The Classify feature has been around since the introduction of image processing in the Wolfram Language, but its capabilities have been significantly expanded upon since then. So, might as well take advantage of it!

Analysis B

Using the same data set with the same dimensions, we write the code to be input into Classify:

Screen Shot 2017-04-02 at 8.22.30 PM

Then, we build the ClassifierFunction

Screen Shot 2017-04-02 at 8.24.07 PM

As you can tell in comparison to the analysis using NetTrain, this output has a lot less going on than what before. Because there is more automation here, there is more going on underneath the hood than we can see.

We can’t really hypothesize how the results will turn out based on this analysis like we could sort of before, so we will absolutely need to check the results to confirm a accurate model has been successfully built:

Screen Shot 2017-04-02 at 8.28.36 PM

This model has categorized four of the sampled images correctly. This is better than the previous analysis using neural nets which only got two right.

While the results are not stellar here either, we can still make some important observations wrt the differences between each analysis: This model did a much better job at categorizing images with their associated moods, but why? Or rather, how?

There must be more going on with the low-level interfaces than we can make sense of. Perhaps it has to do with the way each function understands & quantifies images? I am really not sure. I might come back to this post at a later date & work to fill in some of my knowledge gaps as I learn more about machine learning & image processing.

Machine Failure: Why Can’t Machines #Realize Things in 2017?

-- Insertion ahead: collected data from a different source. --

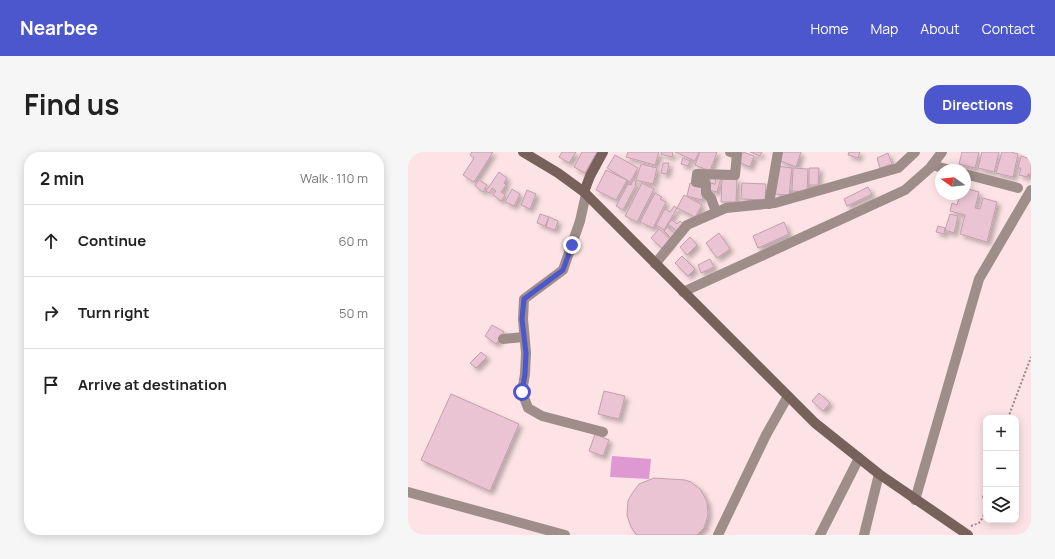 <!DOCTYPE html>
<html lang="en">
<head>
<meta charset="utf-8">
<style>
	:root { --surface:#fff; --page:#f6f6f6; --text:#222; --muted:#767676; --line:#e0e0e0; --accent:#4c57cd }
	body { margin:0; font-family:Manrope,sans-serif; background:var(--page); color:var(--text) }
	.controls { position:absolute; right:12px; bottom:12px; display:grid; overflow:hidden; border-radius:8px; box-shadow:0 2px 10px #0003 }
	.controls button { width:36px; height:36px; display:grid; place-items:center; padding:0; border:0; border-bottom:1px solid var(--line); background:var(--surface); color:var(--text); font:20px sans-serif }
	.compass { position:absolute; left:527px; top:12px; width:36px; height:36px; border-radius:50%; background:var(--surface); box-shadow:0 2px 10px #0003; rotate:285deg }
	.stop { position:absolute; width:12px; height:12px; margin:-9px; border:3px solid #4c57cd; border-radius:50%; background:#fff }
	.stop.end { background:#4c57cd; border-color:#fff; box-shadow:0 1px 4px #0008 }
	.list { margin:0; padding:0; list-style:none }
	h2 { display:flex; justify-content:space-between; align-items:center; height:52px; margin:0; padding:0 16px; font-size:17px }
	h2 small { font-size:13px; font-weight:400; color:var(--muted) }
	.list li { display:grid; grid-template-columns:26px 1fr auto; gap:12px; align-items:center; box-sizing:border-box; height:72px; padding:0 16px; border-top:1px solid var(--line) }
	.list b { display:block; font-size:15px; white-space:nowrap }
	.list em { font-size:13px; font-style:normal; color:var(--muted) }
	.icon { flex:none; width:22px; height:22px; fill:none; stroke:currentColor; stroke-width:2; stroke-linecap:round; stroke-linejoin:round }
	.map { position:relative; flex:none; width:623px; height:383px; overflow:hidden; border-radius:16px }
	header { display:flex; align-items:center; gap:24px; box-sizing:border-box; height:56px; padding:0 20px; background:var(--accent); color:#fff }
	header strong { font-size:19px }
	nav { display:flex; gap:22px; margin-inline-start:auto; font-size:14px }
	.intro { display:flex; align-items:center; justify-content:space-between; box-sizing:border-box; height:96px; padding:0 24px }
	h1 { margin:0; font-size:28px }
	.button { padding:10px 18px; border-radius:16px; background:var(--accent); color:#fff; font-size:14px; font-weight:700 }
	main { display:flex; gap:24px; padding:0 24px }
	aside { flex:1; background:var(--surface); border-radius:16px; box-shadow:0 2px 10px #0003 }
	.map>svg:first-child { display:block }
	.water { fill:#de98d2 }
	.building { fill:#ebc4d3; stroke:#c39ead; filter:url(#shadow) }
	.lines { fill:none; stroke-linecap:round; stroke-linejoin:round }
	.path { stroke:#9d888a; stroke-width:2; stroke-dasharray:2 2; stroke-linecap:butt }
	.street { stroke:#9e8d89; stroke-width:10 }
	.secondary { stroke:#78605b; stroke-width:10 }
	.route { stroke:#4c57cd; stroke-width:5 }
</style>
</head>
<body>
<header>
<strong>Nearbee</strong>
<nav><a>Home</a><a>Map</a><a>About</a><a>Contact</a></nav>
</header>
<div class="intro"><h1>Find us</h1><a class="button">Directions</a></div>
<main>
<aside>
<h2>2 min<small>Walk · 110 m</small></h2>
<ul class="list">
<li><svg class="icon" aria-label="ahead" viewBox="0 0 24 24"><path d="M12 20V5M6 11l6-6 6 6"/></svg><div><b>Continue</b></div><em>60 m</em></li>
<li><svg class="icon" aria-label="right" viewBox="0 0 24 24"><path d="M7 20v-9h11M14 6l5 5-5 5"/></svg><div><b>Turn right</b></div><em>50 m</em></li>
<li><svg class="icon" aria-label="arrive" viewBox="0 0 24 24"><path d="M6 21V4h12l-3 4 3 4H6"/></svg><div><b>Arrive at destination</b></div></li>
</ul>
</aside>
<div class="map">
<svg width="623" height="383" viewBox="0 0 623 383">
	<defs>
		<filter id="shadow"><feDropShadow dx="3.5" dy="3.5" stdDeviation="2" flood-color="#0004"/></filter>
	</defs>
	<rect width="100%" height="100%" fill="#fde3e5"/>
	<!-- water -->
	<path class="water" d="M204 304 243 307 241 327 202 325Z"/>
	<!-- building -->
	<g class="building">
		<path d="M64 0H85L66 30 55 23 66 6 62 3Z"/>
		<path d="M154 0H168L161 11 151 5Z"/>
		<path d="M174 0H189L177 21 166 15Z"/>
		<path d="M220 0H251L247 13 218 5Z"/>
		<path d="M253 0H265L264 5 253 2Z"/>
		<path d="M267 0H291L287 9Z"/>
		<path d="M292 0H309L302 19 287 13Z"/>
		<path d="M335 0 346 4 342 15 330 10Z"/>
		<path d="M342 0H354L352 4Z"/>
		<path d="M373 0H393L388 15 370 8Z"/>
		<path d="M441 0H452L450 6 440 3Z"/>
		<path d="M554 0H571L567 16 551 12Z"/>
		<path d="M574 0H591L586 20 570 16Z"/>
		<path d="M594 0H603L610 2 605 25 588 21Z"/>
		<path d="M480 1 484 12 472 16 469 6Z"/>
		<path d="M207 3 230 16 222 30 199 16Z"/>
		<path d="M613 4 623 7V22H620L619 25 611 23 613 16H610Z"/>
		<path d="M275 6 282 9 280 14 273 12Z"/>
		<path d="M255 11H261L259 22 253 21Z"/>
		<path d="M233 12 249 16 245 32 228 28Z"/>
		<path d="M369 14 384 16 381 43 367 42Z"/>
		<path d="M385 16 400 17 399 40 384 39Z"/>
		<path d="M401 16H411L410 33H401Z"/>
		<path d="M198 18 219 28 208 48 188 38Z"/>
		<path d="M91 20 99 26 96 31 98 33 93 40 97 43 93 49 85 43 88 39 84 36 81 41 78 39Z"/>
		<path d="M301 24 303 25 301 31 307 32 308 25 313 26 309 40 298 37Z"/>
		<path d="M314 27H329L328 50H313Z"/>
		<path d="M71 28 79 33 75 40 67 34Z"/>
		<path d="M225 28 228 30 227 33H228L215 58 208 54 220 32 223 33Z"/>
		<path d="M234 31 246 37 229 70 217 64Z"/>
		<path d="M282 31 297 35 294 48 279 44Z"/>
		<path d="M334 31 358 32 357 48 333 47Z"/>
		<path d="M460 35 464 42 439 54 436 47Z"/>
		<path d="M557 36 571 40 567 56 572 57 575 46 589 50 579 90 552 82 557 63 542 59 544 51 549 53 552 42H557Z"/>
		<path d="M104 37 112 42 106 54 97 50Z"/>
		<path d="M119 38 128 42 122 57 113 53Z"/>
		<path d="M247 41 254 45 252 47 258 50 245 76 232 70Z"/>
		<path d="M276 43 294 53 287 65 269 56Z"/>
		<path d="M266 54 269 56 256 78 248 73 257 57 262 60Z"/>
		<path d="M132 62 141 65 137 74 129 71Z"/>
		<path d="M542 62 550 64 546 81 537 78Z"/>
		<path d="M141 65 150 69 147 78 138 75Z"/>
		<path d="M264 68 269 72 272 69 276 72 270 80 260 72Z"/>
		<path d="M376 70 381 82 350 96 345 84Z"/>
		<path d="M530 74 537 76 536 82 528 80Z"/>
		<path d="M259 75 267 82 263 86 256 79Z"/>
		<path d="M251 77 264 89 256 98 243 86Z"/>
		<path d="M311 81 322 97 309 106 298 91Z"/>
		<path d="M282 85 289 93 279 103 272 95Z"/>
		<path d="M274 104 287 117 280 124 267 111Z"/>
		<path d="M302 107 306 115 293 121 290 113Z"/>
		<path d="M84 173 96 180 88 192 77 184Z"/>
		<path d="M73 200 79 205 68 216 62 211Z"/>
		<path d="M196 239 217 244 211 267 190 262Z"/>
		<path d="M411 241 422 251 415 259 404 249Z"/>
		<path d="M43 242 111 272 82 339 13 308Z"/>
		<path d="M187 282 201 288 195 304 181 299Z"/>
		<path d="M246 326 277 328 283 330 293 338 299 350 300 363 296 376 289 383H229L227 381 223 375 219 363 220 349 223 343 231 332Z"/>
	</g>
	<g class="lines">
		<!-- path -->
		<g class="path">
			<path d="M600 266 623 205"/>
			<path d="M563 374 571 371 575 365 578 353 575 345 578 334"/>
		</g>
		<!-- street -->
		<g class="street">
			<path d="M524 13 542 18"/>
			<path d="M557 22 610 36"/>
			<path d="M178 42 172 69 155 118 116 147 115 167 118 201 117 222 114 240 120 256 134 264 195 280"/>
			<path d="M361 52 370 0"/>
			<path d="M308 60 303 46 298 41V32L288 30 289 22 327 23 329 2 322 0"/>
			<path d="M247 112 279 73 318 56 367 51 490 16 507 0"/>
			<path d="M275 140 497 38 522 16 534 0"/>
			<path d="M95 187 116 185"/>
			<path d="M0 340 157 383"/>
			<path d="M507 348 571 127 623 38"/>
			<path d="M310 383 358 283 380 244"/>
			<path d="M412 383 451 306"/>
			<path d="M456 383 471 322"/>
		</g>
		<!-- secondary -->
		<g class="secondary">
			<path d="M115 0 150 21 176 40 407 271 471 322 560 383"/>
			<path d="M176 40 182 24 195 0"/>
		</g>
	</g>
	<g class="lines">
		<!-- route -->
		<path class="route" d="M114 240 117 222 118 201 114 167 116 147 155 118 164 93"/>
	</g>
</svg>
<div class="controls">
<button>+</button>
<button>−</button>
<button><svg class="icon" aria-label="layers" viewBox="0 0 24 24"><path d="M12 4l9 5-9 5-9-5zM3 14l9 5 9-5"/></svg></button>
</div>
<svg class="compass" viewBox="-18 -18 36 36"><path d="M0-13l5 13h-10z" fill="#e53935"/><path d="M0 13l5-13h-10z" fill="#767676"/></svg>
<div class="stop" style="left:114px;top:240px"></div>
<div class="stop end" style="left:164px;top:93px"></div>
</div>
</main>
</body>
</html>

Ultimately, the failure of machines to fully grasp the idea of moods is not something that really needed to be demonstrated in this way: moods are highly variable, volatile, contextual, ambiguous, & in some cases incomprehensible — even for humans.

But what allows us to connect feelings to images — what allows us to relate thoughts, concerns, & people together — comes down to social cues. It isn’t just a learned pattern of behavior that lets us absorb the value of moods, but rather it is the combination of these patterns together with the added information we inherently consume while being steeped in the environment we live in; humans do not exist in a vacuum — we are affected by the unconscious messages we receive starting from childhood. This isn’t anything new, but for some reason we ostensibly have trouble balancing these ideas when it comes to artificial intelligence.

I don’t think we can reasonably expect to understand moods on the analytical level alone, & because of that I find it hard to believe we will also develop any useful machine learning methods to extract the full breadth of value that moods contain.

But perhaps this is the biggest mood of all.